[Data excerpts — start]

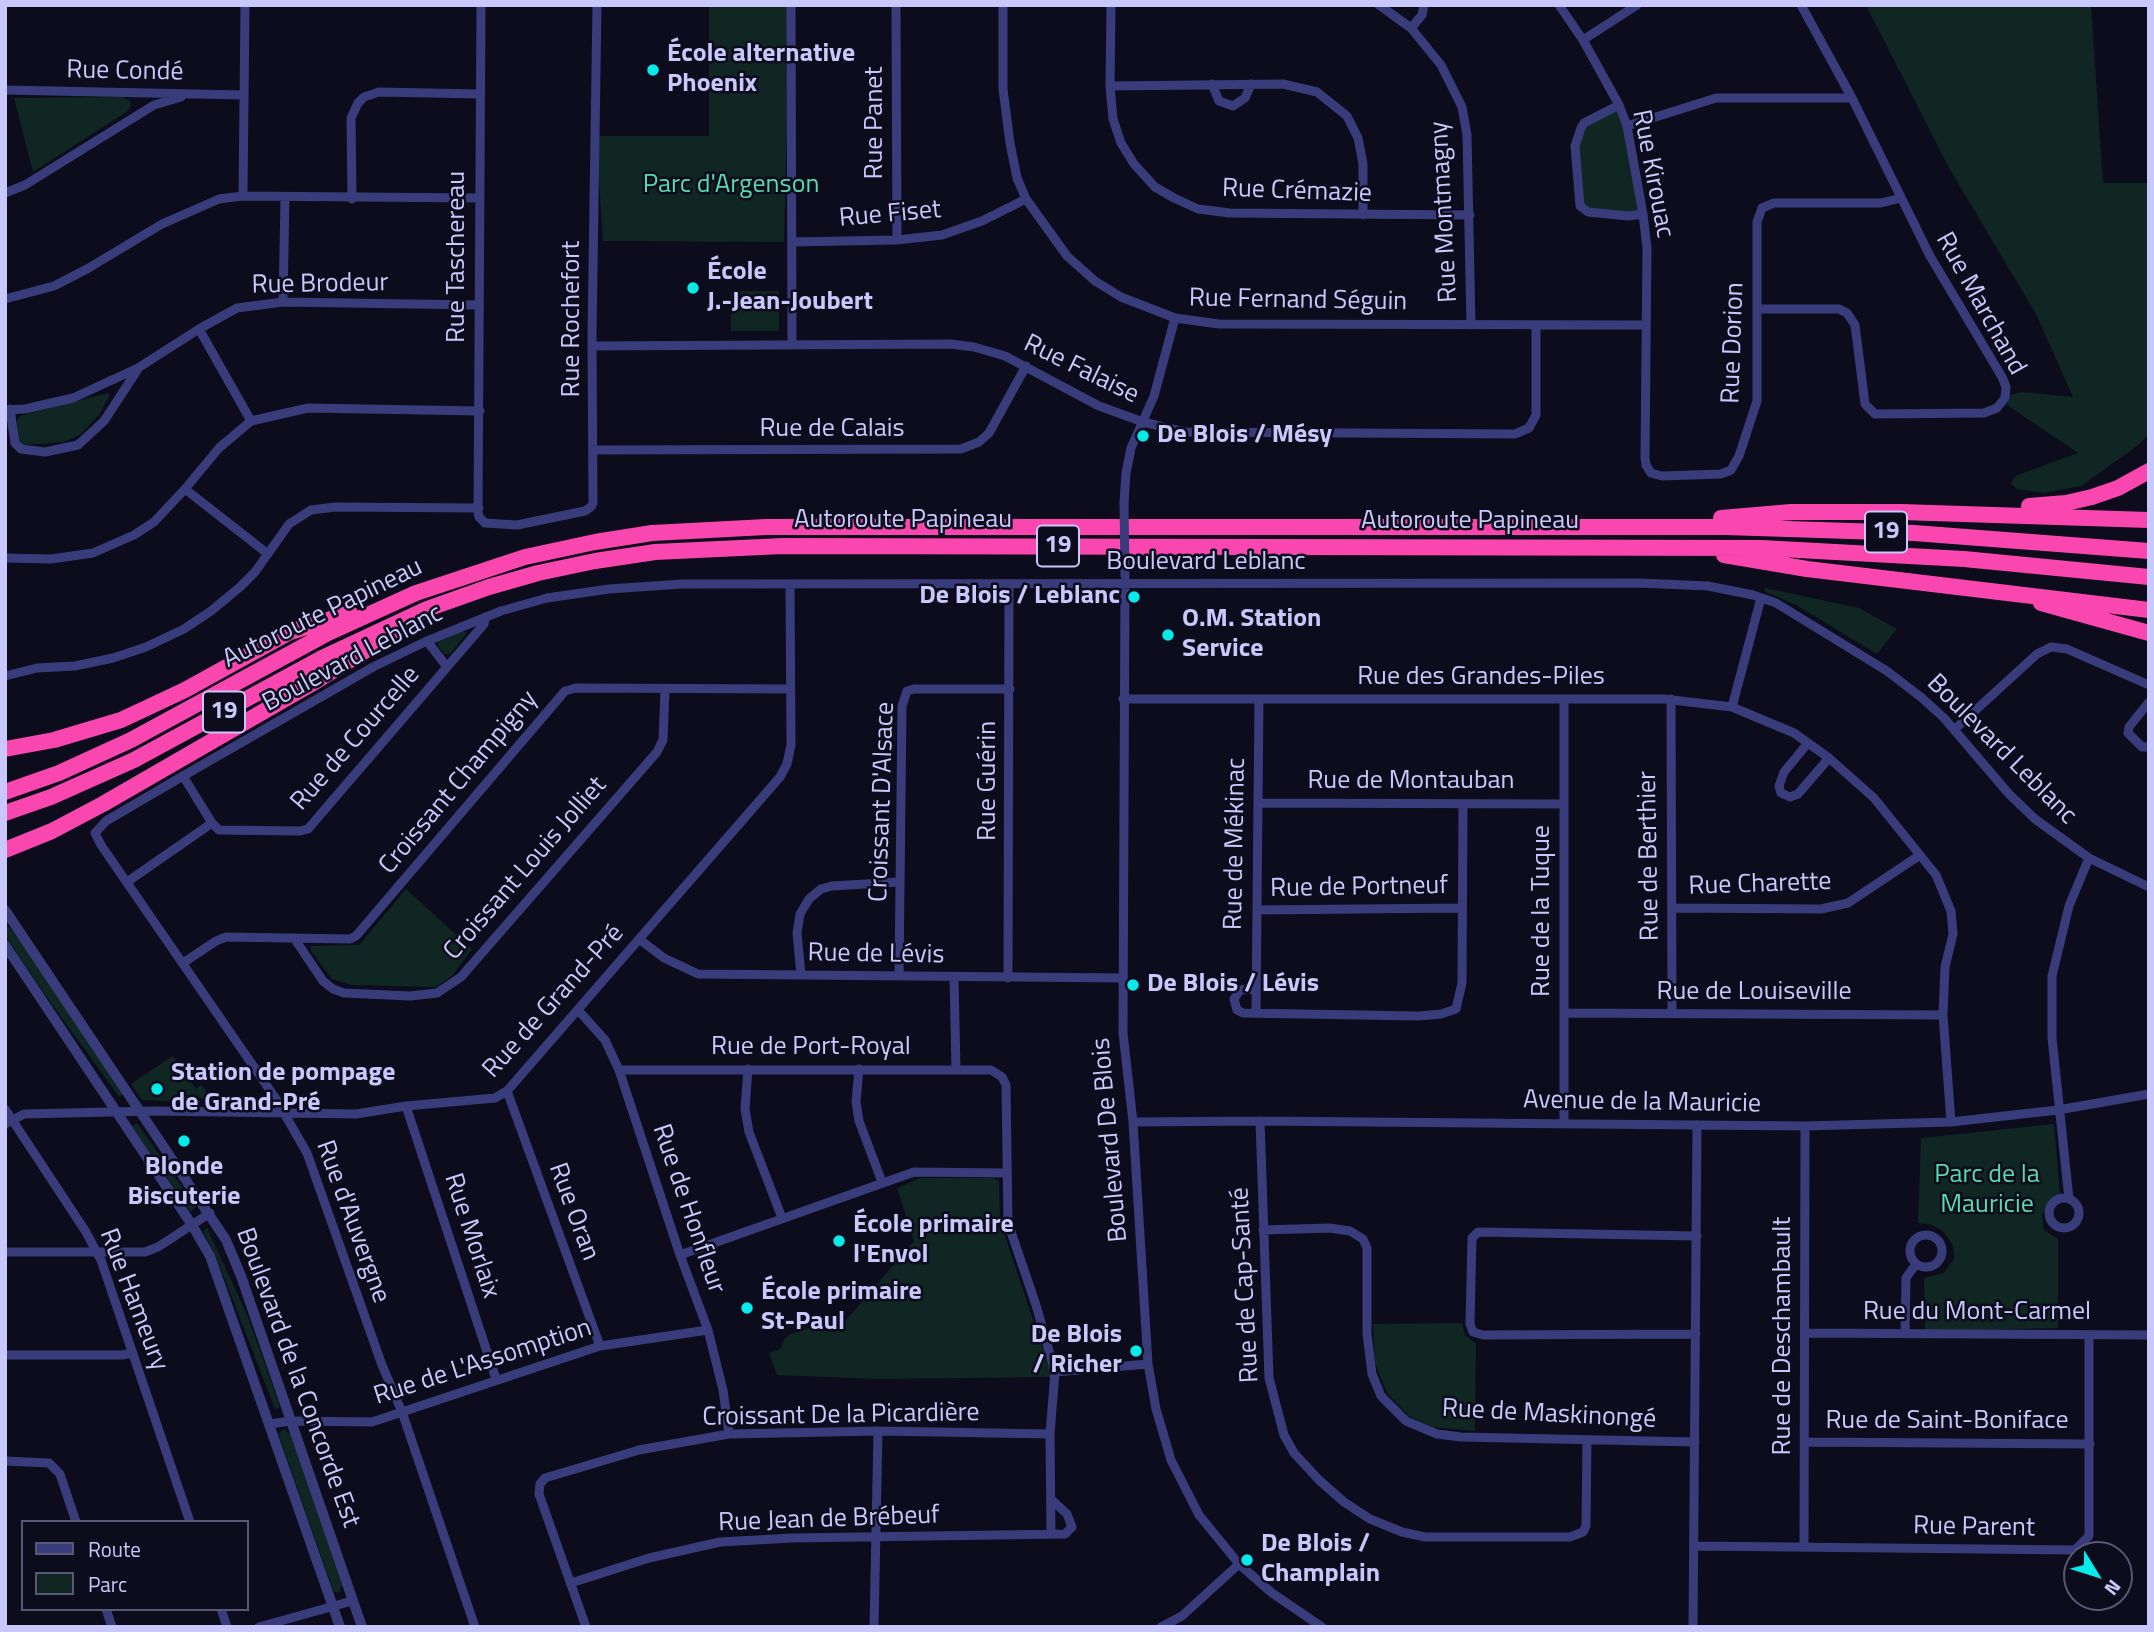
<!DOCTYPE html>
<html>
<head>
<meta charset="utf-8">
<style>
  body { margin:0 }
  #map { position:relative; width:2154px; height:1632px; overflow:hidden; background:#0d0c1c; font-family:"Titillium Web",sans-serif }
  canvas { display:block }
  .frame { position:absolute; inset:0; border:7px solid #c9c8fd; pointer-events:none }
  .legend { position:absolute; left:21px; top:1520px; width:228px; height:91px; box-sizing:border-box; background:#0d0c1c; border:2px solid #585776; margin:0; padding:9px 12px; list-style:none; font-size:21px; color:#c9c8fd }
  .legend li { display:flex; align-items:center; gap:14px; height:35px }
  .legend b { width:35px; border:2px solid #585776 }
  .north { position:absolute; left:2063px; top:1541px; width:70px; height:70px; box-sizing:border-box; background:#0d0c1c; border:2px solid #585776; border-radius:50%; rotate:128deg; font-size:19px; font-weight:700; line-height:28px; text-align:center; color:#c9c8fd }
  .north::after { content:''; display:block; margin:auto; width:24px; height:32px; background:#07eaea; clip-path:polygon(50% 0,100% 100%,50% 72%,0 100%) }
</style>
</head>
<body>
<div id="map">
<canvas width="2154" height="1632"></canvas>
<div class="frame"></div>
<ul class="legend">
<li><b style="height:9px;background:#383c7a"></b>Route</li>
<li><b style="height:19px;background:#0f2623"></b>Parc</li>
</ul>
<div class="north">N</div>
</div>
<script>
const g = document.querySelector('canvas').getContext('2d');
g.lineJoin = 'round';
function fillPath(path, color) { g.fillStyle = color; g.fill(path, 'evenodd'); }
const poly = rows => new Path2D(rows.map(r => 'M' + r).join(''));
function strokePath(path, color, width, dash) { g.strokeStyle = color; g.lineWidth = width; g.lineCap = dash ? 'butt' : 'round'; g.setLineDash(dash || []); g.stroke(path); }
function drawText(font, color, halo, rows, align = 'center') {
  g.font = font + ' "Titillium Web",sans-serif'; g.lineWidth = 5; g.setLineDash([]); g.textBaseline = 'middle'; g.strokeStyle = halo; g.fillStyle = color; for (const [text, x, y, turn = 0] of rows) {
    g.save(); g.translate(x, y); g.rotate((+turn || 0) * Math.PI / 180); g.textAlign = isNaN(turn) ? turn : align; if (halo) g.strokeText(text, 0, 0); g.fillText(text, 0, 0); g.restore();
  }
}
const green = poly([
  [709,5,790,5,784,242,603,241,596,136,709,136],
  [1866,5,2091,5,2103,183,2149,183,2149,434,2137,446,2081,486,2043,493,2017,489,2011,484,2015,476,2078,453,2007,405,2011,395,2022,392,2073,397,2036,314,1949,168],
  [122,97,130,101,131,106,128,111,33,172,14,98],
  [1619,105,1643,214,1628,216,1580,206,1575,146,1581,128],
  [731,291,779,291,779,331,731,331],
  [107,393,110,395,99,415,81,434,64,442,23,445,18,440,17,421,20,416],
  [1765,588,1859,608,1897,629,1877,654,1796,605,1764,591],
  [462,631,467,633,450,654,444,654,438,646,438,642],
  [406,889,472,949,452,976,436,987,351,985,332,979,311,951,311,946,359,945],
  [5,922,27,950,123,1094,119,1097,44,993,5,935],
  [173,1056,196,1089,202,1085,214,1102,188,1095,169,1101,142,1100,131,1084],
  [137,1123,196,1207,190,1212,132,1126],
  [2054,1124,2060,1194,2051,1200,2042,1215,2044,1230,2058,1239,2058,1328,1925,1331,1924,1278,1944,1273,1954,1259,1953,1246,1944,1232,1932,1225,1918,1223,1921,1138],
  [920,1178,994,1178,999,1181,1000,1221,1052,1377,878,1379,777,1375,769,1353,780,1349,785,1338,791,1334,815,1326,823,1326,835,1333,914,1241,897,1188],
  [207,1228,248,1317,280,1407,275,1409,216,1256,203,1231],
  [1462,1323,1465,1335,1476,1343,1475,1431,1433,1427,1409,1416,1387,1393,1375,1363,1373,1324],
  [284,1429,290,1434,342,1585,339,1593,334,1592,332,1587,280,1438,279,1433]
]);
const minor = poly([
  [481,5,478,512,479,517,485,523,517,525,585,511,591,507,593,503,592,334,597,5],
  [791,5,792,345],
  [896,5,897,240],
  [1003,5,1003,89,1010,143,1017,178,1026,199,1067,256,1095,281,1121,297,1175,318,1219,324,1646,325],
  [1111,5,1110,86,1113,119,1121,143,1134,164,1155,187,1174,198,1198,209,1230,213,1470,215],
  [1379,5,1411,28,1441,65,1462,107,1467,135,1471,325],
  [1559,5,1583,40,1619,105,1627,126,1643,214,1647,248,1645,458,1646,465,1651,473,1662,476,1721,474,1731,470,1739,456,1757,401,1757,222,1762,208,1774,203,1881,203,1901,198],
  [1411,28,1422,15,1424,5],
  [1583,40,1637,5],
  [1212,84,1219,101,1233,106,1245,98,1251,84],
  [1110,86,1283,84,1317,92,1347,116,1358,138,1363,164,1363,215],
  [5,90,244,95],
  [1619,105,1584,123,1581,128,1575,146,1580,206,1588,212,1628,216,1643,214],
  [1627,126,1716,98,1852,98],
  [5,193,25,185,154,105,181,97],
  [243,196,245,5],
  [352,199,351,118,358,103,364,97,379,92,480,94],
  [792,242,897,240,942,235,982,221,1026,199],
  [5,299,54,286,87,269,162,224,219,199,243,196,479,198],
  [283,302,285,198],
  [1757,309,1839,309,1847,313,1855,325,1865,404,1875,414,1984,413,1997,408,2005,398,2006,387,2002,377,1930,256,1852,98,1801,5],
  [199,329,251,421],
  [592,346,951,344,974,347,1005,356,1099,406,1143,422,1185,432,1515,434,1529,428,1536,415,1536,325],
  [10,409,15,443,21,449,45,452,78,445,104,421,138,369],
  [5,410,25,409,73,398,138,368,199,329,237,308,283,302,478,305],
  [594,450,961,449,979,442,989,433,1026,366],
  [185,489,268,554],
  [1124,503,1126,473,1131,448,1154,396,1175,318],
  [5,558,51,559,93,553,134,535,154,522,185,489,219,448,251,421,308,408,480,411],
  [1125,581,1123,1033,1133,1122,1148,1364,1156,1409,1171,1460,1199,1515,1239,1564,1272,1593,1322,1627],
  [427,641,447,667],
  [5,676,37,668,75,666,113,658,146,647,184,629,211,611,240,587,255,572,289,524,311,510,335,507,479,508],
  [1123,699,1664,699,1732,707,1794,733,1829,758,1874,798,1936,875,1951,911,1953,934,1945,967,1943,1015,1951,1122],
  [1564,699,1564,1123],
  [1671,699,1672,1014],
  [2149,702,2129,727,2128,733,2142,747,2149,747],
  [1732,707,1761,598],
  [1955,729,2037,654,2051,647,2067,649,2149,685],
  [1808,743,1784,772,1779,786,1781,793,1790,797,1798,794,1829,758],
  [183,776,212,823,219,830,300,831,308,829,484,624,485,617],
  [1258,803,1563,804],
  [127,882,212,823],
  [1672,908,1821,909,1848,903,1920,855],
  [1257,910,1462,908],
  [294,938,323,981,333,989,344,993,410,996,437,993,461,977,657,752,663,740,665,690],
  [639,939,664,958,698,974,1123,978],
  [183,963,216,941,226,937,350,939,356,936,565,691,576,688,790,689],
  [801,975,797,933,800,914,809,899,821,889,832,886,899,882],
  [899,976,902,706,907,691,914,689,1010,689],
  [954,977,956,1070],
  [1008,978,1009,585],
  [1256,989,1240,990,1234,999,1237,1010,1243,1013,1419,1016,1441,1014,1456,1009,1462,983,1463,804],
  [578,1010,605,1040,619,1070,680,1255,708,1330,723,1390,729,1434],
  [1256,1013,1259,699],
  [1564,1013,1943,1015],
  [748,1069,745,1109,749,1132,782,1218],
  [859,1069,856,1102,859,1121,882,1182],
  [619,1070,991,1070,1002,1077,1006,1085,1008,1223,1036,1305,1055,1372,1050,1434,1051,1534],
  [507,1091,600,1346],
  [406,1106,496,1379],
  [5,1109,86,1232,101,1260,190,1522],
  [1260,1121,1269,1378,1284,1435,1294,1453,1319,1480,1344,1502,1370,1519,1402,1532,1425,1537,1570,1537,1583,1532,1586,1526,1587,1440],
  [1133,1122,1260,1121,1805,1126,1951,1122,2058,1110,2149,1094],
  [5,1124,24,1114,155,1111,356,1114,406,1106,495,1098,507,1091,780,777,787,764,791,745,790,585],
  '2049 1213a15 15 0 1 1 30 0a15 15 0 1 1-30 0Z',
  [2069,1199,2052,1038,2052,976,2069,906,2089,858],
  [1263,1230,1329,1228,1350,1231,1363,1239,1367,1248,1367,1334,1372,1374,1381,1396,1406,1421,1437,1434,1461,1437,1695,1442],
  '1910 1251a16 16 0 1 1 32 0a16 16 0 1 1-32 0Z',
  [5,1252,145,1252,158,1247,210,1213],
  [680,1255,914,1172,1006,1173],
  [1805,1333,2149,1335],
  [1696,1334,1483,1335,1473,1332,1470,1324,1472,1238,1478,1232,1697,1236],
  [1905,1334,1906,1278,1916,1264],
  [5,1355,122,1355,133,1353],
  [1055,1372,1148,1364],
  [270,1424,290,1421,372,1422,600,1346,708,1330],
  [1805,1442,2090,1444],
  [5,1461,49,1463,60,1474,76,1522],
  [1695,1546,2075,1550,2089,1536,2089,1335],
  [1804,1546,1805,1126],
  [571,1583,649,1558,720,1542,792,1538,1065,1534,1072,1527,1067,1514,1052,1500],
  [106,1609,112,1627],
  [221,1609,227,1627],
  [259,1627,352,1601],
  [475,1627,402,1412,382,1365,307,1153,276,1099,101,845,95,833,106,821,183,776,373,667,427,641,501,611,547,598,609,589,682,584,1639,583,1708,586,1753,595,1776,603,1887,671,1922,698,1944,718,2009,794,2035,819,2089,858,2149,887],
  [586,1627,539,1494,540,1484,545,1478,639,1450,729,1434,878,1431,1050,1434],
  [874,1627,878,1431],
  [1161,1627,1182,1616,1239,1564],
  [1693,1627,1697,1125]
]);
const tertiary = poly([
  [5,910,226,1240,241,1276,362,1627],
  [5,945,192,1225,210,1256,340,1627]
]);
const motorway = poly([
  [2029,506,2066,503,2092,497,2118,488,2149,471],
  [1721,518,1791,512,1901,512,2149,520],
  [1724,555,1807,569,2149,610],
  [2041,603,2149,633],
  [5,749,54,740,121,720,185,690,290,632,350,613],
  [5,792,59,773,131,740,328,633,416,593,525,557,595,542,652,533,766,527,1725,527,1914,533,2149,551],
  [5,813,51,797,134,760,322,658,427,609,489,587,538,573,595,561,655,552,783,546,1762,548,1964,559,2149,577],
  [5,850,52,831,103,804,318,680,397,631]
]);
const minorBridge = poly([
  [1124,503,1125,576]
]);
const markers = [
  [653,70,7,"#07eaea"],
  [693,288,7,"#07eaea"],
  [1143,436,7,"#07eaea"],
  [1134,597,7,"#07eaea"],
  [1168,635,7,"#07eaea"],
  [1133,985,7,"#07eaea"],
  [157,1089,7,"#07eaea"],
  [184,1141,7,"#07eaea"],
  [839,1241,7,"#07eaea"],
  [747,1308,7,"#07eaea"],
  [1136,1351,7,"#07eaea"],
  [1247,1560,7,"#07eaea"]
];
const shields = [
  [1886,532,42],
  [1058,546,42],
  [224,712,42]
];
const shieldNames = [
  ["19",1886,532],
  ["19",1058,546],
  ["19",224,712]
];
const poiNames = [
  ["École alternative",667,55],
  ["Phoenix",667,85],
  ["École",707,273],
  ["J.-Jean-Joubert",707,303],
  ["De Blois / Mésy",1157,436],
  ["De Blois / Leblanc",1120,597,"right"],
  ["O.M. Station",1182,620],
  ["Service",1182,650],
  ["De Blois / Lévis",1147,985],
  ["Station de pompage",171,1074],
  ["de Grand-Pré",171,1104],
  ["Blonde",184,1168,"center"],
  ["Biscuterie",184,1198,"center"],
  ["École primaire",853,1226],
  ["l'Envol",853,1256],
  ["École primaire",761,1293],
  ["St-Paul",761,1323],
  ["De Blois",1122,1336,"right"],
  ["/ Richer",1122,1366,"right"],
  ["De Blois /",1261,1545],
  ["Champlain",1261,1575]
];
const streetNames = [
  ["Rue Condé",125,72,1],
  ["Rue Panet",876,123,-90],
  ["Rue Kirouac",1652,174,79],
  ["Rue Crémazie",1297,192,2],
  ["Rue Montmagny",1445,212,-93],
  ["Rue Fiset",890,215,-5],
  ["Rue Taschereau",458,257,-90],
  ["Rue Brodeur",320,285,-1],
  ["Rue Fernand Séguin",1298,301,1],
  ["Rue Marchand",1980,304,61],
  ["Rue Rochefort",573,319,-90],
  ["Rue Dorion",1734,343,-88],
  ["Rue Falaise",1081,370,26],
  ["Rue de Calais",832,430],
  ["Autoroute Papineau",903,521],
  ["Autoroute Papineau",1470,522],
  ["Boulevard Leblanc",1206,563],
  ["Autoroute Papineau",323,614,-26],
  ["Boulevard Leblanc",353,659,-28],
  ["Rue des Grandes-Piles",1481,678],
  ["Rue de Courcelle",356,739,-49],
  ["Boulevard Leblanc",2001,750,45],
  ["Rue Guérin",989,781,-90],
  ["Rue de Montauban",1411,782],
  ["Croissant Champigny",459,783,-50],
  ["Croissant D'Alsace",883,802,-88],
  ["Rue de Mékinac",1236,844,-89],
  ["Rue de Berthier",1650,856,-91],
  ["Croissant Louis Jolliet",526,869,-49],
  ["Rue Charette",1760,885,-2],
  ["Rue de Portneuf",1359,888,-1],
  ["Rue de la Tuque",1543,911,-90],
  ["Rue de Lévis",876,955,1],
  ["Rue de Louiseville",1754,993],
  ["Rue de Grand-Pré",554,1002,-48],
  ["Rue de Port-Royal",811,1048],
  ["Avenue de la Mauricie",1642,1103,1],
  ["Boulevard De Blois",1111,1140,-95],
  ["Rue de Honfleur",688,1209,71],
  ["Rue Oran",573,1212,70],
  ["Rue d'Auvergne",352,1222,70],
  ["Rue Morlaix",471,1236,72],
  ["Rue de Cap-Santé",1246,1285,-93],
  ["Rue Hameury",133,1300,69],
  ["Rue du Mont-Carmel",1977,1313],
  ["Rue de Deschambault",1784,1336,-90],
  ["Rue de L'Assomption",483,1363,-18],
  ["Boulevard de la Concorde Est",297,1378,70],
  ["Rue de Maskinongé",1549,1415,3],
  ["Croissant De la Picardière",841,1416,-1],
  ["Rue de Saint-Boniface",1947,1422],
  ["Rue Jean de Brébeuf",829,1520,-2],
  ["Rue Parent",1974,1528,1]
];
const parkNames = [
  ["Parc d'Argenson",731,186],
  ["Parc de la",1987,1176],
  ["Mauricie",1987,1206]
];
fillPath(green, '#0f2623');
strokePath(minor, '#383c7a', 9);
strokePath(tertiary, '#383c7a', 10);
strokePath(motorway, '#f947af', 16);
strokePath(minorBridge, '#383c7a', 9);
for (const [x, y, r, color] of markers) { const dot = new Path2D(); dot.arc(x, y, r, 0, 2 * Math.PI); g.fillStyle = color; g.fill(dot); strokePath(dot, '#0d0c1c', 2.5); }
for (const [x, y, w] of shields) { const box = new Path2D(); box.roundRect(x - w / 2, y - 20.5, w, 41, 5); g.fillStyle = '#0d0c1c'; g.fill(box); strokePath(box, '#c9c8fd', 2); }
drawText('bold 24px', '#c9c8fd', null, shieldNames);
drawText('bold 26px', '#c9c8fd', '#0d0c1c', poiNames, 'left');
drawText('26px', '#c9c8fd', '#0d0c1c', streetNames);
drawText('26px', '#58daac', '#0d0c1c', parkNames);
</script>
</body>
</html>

[Data excerpts — finish]

Exercise brief: Among the lines of the data above, find those with the word "lineWidth" and show them.

Expected answer:
function strokePath(path, color, width, dash) { g.strokeStyle = color; g.lineWidth = width; g.lineCap = dash ? 'butt' : 'round'; g.setLineDash(dash || []); g.stroke(path); }
  g.font = font + ' "Titillium Web",sans-serif'; g.lineWidth = 5; g.setLineDash([]); g.textBaseline = 'middle'; g.strokeStyle = halo; g.fillStyle = color; for (const [text, x, y, turn = 0] of rows) {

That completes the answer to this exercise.